The convenience function make_environ() can be used to create a CGI environment. It is not used in normal processing but can be useful for testing or illustration.
>>> from seal.app.env import make_environ >>> cgienv = make_environ(rootprefix='/cgi-bin/app', ... path='/foo.2.5/edit.1', ... qs='x=0&y=42', ... user='abney') ... >>> for key in sorted(cgienv): ... print(repr(key), repr(cgienv[key])) ... 'HTTPS' 'off' 'PATH_INFO' '/foo.2.5/edit.1' 'QUERY_STRING' 'x=0&y=42' 'REQUEST_METHOD' 'GET' 'SCRIPT_NAME' '/cgi-bin/app' 'USER' 'abney'
Within Python, the CGI environment is represented as a dict-like object. Seal makes use of the values for the following keys:
The Request constructor takes a CGI environment as argument, but it digests it into a more convenient internal form, that I call the digested environment. The conversion is done by the function digest_environ() of seal.app.env. The digest environment is a dict that contains the following keys:
Continuing our example:
>>> from seal.app.config import Config >>> config = Config() >>> from seal.app.env import digest_environ >>> environ = digest_environ(cgienv, config) >>> for key in sorted(environ): ... if key != 'original': ... print(repr(key), repr(environ[key])) ... 'client_addr' None 'cookie' {} 'form' {'x': '0', 'y': '42'} 'https_on' False 'pathname' '/foo.2.5/edit.1' 'rootprefix' '/cgi-bin/app' 'user' 'abney'
In the example, I skip the value for 'original' because it is the same as the value of cgienv.
Note that digest_environ() is called by the Request constructor; users generally have no need to call it directly.
The sole argument to a Seal application function is a Request, and the return value is a Response. There are no side channels between browser and application, hence all required information must be packaged into Request and Response. In particular, cookies used to maintain state must be included in the Request and Response.
The Request constructor takes two arguments: a CGI environment and a Resources instance.
A Request has the following members:
resources | the Resources instance given to the Request constructor. |
config | a Config instance, taken from resources. |
log | a Logger instance, taken from resources. |
server | a Server instance, taken from resources. |
authenticator | an Authenticator instance, created when one calls authenticate(). |
webenv | the digested environment, returned by digest_environ(). |
path | a tuple of URLPathComponent instances, created from webenv. |
username | the authenticated user name, or '' if no username is provided or authentication fails. |
root | an HttpDirectory instance representing the root web directory. Initially it is None, but it is set by App. |
file | the application file. Initially it is None, but it is set by App. |
An application generally uses script-internal pathnames to represent locations, inasmuch as internal pathnames are not affected if the script is moved or renamed.

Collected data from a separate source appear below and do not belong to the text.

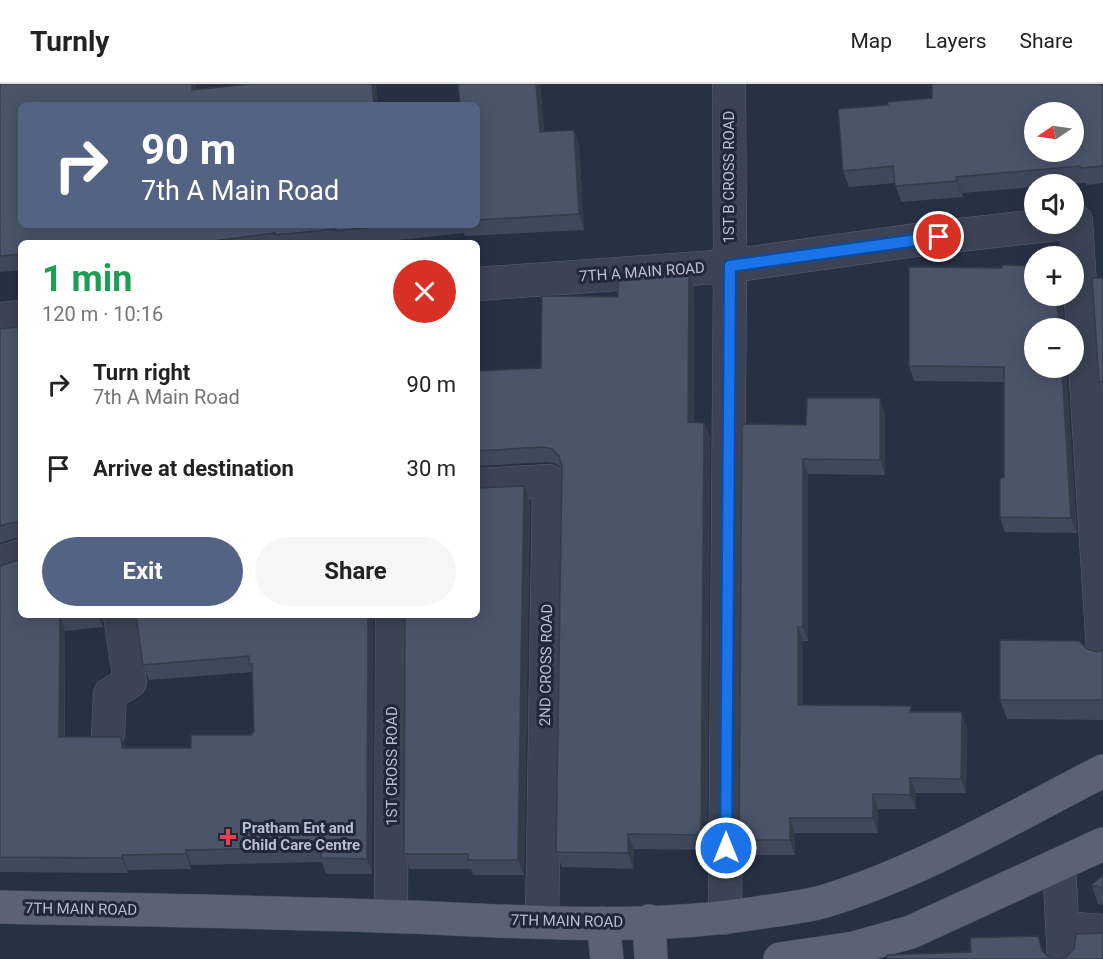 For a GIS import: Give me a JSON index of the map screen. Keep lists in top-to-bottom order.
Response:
{
  "streets": {
    "main road": ["7TH MAIN ROAD"],
    "street": [
      "1ST B CROSS ROAD",
      "7TH A MAIN ROAD",
      "2ND CROSS ROAD",
      "1ST CROSS ROAD"
    ]
  },
  "crossings": [
    ["1ST B CROSS ROAD", "7TH A MAIN ROAD"],
    ["1ST B CROSS ROAD", "7TH MAIN ROAD"],
    ["2ND CROSS ROAD", "7TH MAIN ROAD"],
    ["1ST CROSS ROAD", "7TH MAIN ROAD"]
  ],
  "places": {
    "health": ["Pratham Ent and Child Care Centre"]
  },
  "north": "left",
  "page": {
    "header": "Turnly",
    "nav": ["Map", "Layers", "Share"],
    "map_buttons": ["+", "−"],
    "turn": ["90 m", "7th A Main Road"],
    "heading": ["1 min", "120 m · 10:16"],
    "list": [
      {
        "name": "Turn right",
        "note": "7th A Main Road",
        "value": "90 m"
      },
      {
        "name": "Arrive at destination",
        "value": "30 m"
      }
    ],
    "buttons": ["Exit", "Share"]
  }
} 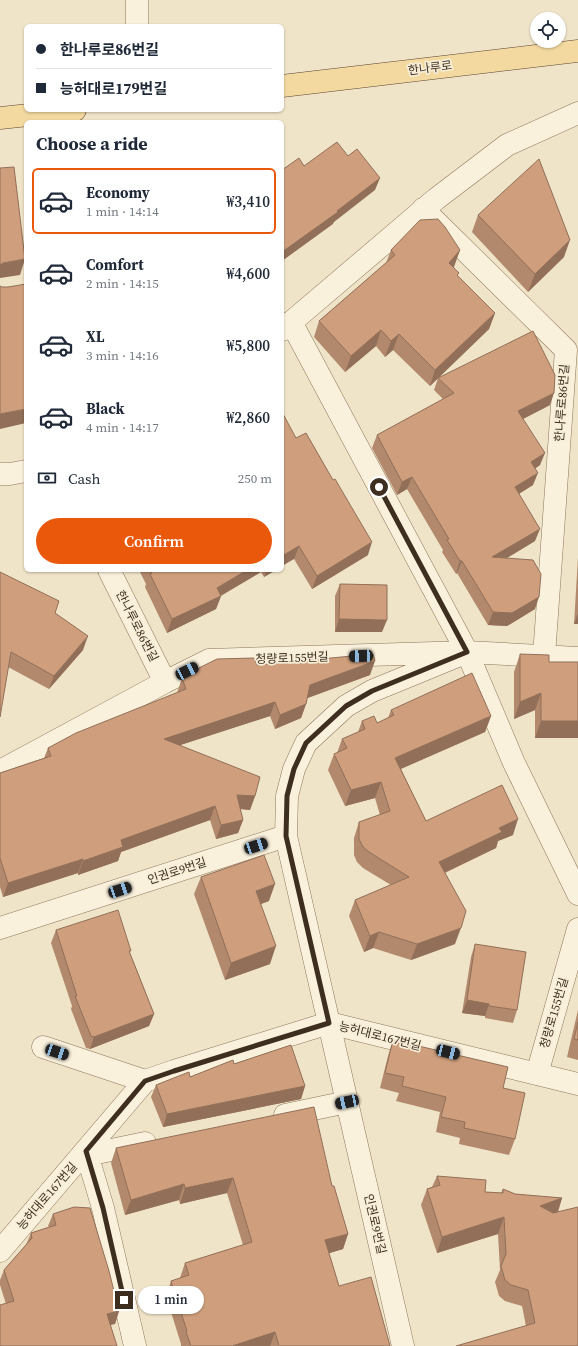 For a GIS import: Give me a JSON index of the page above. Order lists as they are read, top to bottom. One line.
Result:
{"streets":{"main road":["한나루로"],"street":["한나루로86번길","청량로155번길","인권로9번길","능허대로167번길"]},"crossings":[["한나루로86번길","청량로155번길"],["청량로155번길","인권로9번길"],["청량로155번길","능허대로167번길"],["인권로9번길","능허대로167번길"]],"page":{"banner":["한나루로86번길","능허대로179번길"],"heading":"Choose a ride","list":[{"name":"Economy","note":"1 min · 14:14","value":"₩3,410"},{"name":"Comfort","note":"2 min · 14:15","value":"₩4,600"},{"name":"XL","note":"3 min · 14:16","value":"₩5,800"},{"name":"Black","note":"4 min · 14:17","value":"₩2,860"}],"pay":["Cash","250 m"],"buttons":"Confirm","bubble":"1 min"}} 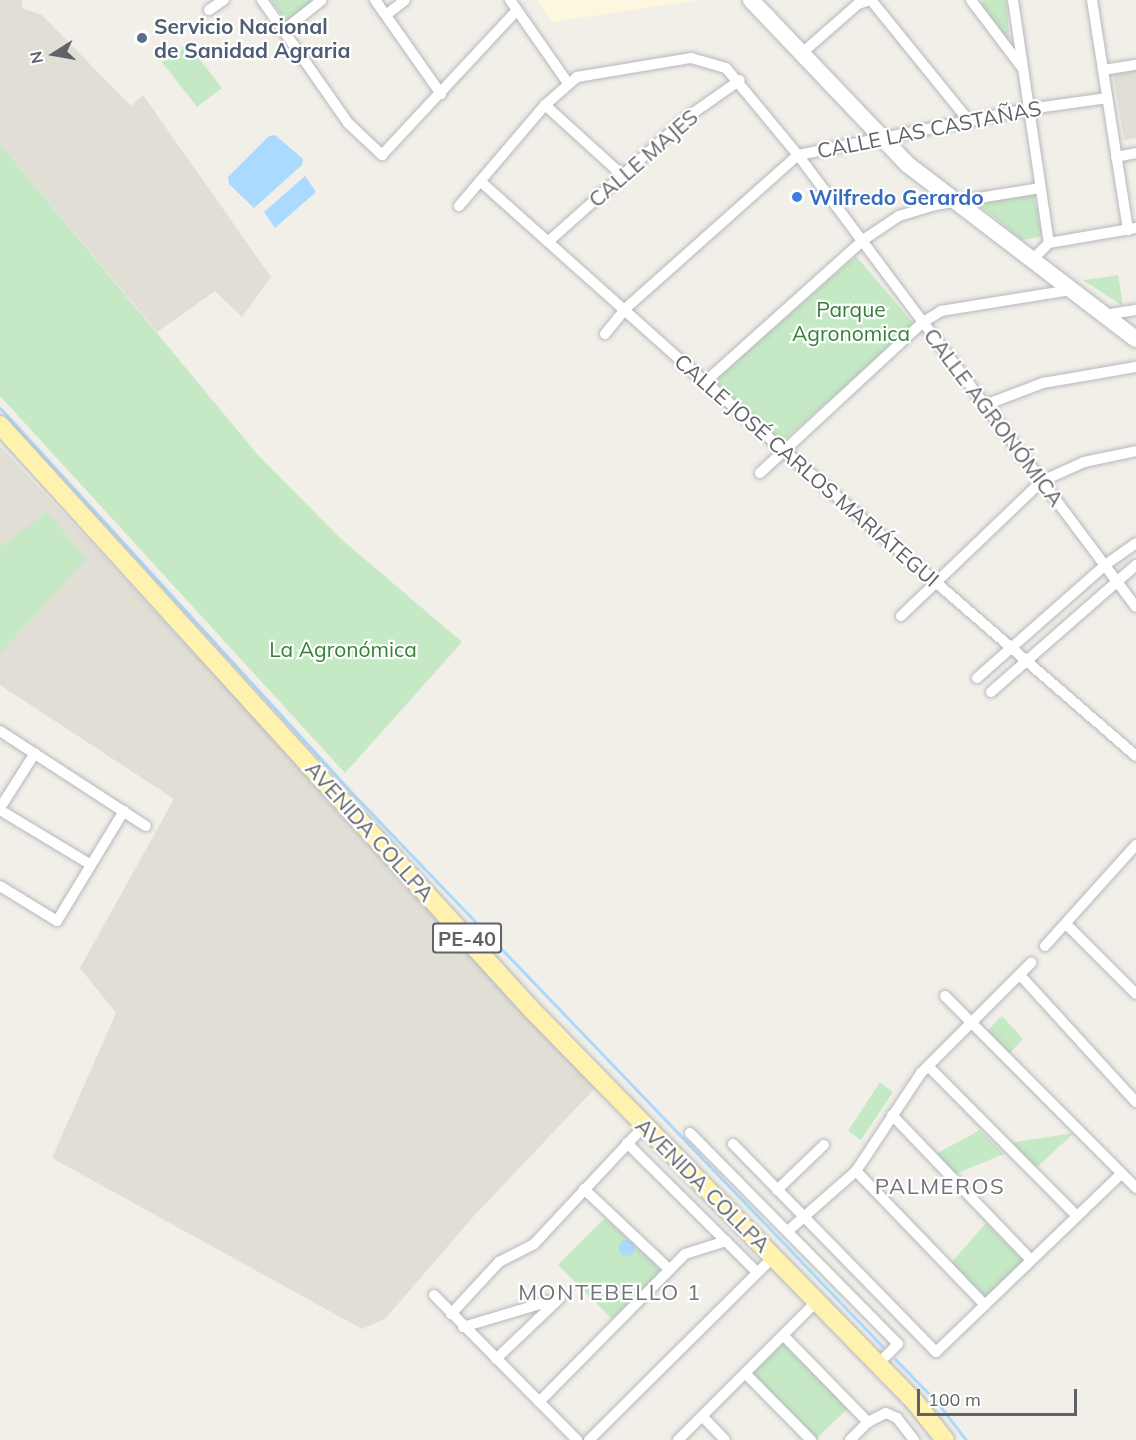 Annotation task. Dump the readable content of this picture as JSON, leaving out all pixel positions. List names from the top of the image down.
{
  "streets": {
    "main road": ["AVENIDA COLLPA", "PE-40"],
    "street": [
      "CALLE LAS CASTAÑAS",
      "CALLE MAJES",
      "CALLE AGRONÓMICA",
      "CALLE JOSÉ CARLOS MARIÁTEGUI"
    ]
  },
  "crossings": [
    ["CALLE LAS CASTAÑAS", "CALLE AGRONÓMICA"],
    ["CALLE LAS CASTAÑAS", "CALLE JOSÉ CARLOS MARIÁTEGUI"],
    ["CALLE MAJES", "CALLE AGRONÓMICA"],
    ["CALLE MAJES", "CALLE JOSÉ CARLOS MARIÁTEGUI"]
  ],
  "districts": ["PALMEROS", "MONTEBELLO 1"],
  "parks": ["Parque Agronomica", "La Agronómica"],
  "places": ["Servicio Nacional de Sanidad Agraria", "Wilfredo Gerardo"],
  "scale_bar": "100 m",
  "north": "left"
}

However, filenames that occur in URLs, particularly in URLs appearing in links on web pages, must be full external pathnames. As long as we use relative pathnames, no problem arises. However, if we use an absolute pathname like /.lib/default.css, it will cause the browser to request an invalid location: the browser must instead request /cgi-bin/app/.lib/default.css. That is, before including an absolute pathname in a web page, we must convert it to external form by prepending the script location.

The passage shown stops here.